Para el Tribunal Supremo ¿el régimen de guarda y custodia compartida es el deseable? y de ser así ¿ qué criterios deben valorarse para establecer dicho régimen?
Civil
Para el Tribunal Supremo ¿el régimen de guarda y custodia compartida es el deseable? y de ser así ¿ qué criterios deben valorarse para establecer dicho régimen?

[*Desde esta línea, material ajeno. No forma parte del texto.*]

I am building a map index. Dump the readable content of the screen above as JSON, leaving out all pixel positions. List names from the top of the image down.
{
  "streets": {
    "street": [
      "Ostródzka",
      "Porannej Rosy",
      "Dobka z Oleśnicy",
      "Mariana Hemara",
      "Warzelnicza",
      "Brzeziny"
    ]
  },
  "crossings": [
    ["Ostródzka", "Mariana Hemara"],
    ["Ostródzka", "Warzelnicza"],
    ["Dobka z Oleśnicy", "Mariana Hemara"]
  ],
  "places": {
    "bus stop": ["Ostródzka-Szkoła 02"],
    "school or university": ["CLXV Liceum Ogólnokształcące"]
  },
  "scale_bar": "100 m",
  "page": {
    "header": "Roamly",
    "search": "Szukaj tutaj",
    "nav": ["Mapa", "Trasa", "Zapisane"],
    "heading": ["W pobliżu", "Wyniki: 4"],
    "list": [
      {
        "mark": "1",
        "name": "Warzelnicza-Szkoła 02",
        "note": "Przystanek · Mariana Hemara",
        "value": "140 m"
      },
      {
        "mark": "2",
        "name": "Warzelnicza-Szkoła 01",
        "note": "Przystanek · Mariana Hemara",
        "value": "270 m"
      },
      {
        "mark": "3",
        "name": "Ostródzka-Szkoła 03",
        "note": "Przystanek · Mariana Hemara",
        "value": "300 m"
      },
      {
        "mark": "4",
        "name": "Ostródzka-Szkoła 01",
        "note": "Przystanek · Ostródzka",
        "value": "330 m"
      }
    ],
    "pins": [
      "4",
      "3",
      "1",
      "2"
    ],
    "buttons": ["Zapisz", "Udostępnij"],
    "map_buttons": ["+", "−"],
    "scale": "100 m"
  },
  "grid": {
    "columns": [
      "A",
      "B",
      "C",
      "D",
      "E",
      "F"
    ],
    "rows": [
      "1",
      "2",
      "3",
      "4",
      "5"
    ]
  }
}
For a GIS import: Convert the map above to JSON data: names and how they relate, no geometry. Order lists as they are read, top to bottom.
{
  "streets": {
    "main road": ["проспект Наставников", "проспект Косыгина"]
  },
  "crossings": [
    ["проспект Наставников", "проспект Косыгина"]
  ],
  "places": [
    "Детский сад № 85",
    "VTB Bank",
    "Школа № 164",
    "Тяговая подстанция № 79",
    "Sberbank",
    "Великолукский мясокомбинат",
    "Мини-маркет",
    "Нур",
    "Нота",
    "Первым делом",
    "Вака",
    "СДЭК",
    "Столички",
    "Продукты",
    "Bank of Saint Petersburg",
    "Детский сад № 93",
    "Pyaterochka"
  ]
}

La respuesta a ambas cuestiones nos las ofrece la sentencia de la Sala de lo Civil del Tribunal Supremo de 17 de julio de 2015 que declara que «se ha de partir (STS de 16 de febrero de 2015) de que el régimen de guarda y custodia compartida debe ser el normal y deseable, señalando la Sala (SSTS 29 de abril de 2013, 25 de abril de 2014, 22 de octubre de 2014) que la redacción del artículo 92 no permite concluir que se trate de una medida excepcional, sino que al contrario habrá de considerarse normal e incluso deseable, porque permite que sea efectivo el derecho que los hijos tienen a relacionarse con ambos progenitores, aún en situaciones de crisis, siempre que ello sea posible y en cuanto lo sea. Ha supuesto un cambio sustancial de visión sobre la guarda y custodia compartida la doctrina del Tribunal Constitucional, de la que la Sala se hace eco en las sentencias citadas (STC 185/2012, de 17 de octubre). Asumiendo ese principio se ha de enmarcar lo declarado por la Sala sobre el sistema de custodia compartida cuando afirma (SSTS de 25 de abril, 22 de octubre, 30 de octubre, 18 de noviembre de 2014 y 16 de febrero de 2015, entre otras) que la interpretación del artículo 92, 5, 6 y 7 CC debe estar fundada en el interés de los menores que van a quedar afectados por la medida que se deba tomar de guarda y custodia compartida, que se acordará cuando concurran alguno de los criterios reiterados por esta Sala y recogidos como doctrina jurisprudencial en la sentencia de 29 de abril de 2013 de la siguiente forma debe estar fundada en el interés de los menores que van a quedar afectados por la medida que se deba tomar, que se acordará cuando concurran criterios tales como la práctica anterior de los progenitores en sus relaciones con el menor y sus aptitudes personales; los deseos manifestados por los menores competentes; el número de hijos; el cumplimiento por parte de los progenitores de sus deberes en relación con los hijos y el respeto mutuo en sus relaciones personales; el resultado de los informes exigidos legalmente, y, en definitiva, cualquier otro que permita a los menores una vida adecuada, aunque en la práctica pueda ser más compleja que la que se lleva a cabo cuando los progenitores conviven.»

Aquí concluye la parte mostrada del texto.